The task - Find every line below where the word "center" occurs, then give how many you found and nothing else.

+++ Task material +++

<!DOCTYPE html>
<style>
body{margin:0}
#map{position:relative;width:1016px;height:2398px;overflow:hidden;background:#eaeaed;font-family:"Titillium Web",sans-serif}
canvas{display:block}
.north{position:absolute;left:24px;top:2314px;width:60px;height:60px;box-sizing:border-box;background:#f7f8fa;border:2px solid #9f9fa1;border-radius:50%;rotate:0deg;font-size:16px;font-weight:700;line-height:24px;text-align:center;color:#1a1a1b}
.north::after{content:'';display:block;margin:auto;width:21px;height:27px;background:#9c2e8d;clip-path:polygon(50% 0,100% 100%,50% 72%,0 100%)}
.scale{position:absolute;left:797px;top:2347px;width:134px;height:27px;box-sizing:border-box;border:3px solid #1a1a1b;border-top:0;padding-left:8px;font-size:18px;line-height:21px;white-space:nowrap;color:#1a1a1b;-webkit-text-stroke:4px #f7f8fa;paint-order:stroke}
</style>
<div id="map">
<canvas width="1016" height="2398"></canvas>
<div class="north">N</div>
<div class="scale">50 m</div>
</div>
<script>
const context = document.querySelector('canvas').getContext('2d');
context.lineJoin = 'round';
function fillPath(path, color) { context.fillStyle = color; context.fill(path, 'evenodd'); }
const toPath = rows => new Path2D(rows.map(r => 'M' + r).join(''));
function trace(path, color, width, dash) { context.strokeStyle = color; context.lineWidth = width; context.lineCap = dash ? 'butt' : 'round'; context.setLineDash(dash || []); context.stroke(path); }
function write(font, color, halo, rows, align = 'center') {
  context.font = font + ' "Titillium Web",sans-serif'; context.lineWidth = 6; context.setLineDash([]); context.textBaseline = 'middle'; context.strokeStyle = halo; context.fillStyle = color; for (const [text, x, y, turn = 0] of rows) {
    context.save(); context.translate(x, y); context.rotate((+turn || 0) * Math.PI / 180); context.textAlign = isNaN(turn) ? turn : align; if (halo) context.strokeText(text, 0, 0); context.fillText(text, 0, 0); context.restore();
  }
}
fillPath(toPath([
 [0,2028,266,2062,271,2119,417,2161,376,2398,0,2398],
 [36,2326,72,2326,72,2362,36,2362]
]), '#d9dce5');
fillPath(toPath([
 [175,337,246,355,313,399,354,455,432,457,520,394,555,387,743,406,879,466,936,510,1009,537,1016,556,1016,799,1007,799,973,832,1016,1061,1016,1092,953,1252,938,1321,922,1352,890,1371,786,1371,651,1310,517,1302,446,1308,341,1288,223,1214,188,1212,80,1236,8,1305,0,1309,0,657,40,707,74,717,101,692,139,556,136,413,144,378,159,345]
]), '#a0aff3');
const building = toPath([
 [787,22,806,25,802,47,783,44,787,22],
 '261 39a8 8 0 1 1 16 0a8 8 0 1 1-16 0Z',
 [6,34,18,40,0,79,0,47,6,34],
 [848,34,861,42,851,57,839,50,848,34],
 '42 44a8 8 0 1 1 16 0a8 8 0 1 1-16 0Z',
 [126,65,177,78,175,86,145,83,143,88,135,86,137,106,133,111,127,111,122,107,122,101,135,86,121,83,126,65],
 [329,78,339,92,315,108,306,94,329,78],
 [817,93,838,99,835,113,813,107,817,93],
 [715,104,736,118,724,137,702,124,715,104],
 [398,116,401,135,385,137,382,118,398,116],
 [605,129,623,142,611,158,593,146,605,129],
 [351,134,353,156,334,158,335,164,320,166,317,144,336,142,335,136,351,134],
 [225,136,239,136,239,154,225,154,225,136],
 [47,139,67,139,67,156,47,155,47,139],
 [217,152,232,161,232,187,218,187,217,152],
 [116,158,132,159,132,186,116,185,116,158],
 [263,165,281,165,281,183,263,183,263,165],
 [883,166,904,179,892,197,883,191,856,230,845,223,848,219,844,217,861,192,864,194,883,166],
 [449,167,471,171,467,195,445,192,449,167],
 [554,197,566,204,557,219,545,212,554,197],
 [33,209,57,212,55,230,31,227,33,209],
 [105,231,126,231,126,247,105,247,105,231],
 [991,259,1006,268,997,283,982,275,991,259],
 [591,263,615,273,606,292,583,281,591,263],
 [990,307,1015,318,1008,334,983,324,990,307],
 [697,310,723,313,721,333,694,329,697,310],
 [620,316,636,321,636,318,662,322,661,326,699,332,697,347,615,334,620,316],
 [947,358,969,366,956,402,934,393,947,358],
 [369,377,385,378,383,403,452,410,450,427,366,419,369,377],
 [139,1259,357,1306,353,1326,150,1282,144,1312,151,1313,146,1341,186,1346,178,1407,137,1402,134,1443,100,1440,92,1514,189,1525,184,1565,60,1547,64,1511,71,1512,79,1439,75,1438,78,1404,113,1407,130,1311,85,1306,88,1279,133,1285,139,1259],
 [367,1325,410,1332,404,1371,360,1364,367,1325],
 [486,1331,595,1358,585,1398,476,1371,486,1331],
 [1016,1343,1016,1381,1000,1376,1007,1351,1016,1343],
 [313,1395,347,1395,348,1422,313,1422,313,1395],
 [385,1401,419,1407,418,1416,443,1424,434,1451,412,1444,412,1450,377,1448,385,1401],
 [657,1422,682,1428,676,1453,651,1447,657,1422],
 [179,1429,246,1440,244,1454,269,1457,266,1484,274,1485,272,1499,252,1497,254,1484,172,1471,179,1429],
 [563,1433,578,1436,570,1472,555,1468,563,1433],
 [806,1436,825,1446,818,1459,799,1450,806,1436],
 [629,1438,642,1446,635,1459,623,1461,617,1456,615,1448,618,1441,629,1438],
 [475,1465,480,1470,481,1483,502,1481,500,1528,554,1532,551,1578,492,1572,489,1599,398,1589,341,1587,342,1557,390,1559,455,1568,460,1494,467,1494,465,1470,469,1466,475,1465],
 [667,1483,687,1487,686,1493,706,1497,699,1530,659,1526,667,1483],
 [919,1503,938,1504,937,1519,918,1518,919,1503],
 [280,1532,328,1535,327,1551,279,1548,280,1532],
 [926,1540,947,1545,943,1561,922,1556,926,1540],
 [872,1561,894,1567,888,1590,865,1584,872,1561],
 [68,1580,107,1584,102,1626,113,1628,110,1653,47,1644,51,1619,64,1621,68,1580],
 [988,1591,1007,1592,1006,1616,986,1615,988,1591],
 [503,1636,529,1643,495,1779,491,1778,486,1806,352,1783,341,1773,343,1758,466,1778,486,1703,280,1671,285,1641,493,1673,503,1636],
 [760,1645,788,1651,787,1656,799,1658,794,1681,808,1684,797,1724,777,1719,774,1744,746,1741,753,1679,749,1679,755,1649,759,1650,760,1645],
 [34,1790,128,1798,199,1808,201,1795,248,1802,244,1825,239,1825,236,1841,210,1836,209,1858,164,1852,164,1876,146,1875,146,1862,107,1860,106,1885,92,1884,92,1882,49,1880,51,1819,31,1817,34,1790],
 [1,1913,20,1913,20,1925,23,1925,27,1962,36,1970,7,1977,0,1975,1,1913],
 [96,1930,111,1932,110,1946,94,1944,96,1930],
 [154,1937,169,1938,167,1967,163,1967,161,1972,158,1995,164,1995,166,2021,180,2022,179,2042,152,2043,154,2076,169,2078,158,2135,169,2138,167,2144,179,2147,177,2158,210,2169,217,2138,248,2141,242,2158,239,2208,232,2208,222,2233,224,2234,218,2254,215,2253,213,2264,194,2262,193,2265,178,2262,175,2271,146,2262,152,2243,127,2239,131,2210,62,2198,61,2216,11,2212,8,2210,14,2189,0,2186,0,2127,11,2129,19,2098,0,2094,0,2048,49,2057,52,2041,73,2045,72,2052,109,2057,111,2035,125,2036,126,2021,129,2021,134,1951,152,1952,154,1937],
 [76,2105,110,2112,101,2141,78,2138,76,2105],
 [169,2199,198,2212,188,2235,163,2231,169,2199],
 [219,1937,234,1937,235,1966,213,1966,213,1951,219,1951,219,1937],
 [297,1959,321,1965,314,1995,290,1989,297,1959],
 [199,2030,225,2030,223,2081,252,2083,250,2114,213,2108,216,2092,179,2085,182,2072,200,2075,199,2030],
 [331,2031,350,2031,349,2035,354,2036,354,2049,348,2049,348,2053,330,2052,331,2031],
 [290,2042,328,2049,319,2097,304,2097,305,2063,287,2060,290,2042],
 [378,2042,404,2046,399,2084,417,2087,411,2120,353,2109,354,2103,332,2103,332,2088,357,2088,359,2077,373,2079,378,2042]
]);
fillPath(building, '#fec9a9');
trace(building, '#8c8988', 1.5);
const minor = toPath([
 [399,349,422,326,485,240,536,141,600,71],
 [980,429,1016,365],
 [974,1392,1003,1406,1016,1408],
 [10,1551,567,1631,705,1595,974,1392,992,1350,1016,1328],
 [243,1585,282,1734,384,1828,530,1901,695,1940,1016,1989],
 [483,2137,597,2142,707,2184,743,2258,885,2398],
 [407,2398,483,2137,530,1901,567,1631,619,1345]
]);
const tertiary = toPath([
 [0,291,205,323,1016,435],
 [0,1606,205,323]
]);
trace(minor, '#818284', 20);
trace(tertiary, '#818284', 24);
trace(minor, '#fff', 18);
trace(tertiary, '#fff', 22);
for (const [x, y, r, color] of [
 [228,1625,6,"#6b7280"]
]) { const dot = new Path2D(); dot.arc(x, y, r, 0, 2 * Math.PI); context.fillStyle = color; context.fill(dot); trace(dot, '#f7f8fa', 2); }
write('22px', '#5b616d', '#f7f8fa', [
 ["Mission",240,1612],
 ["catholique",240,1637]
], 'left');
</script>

+++

Response area - 2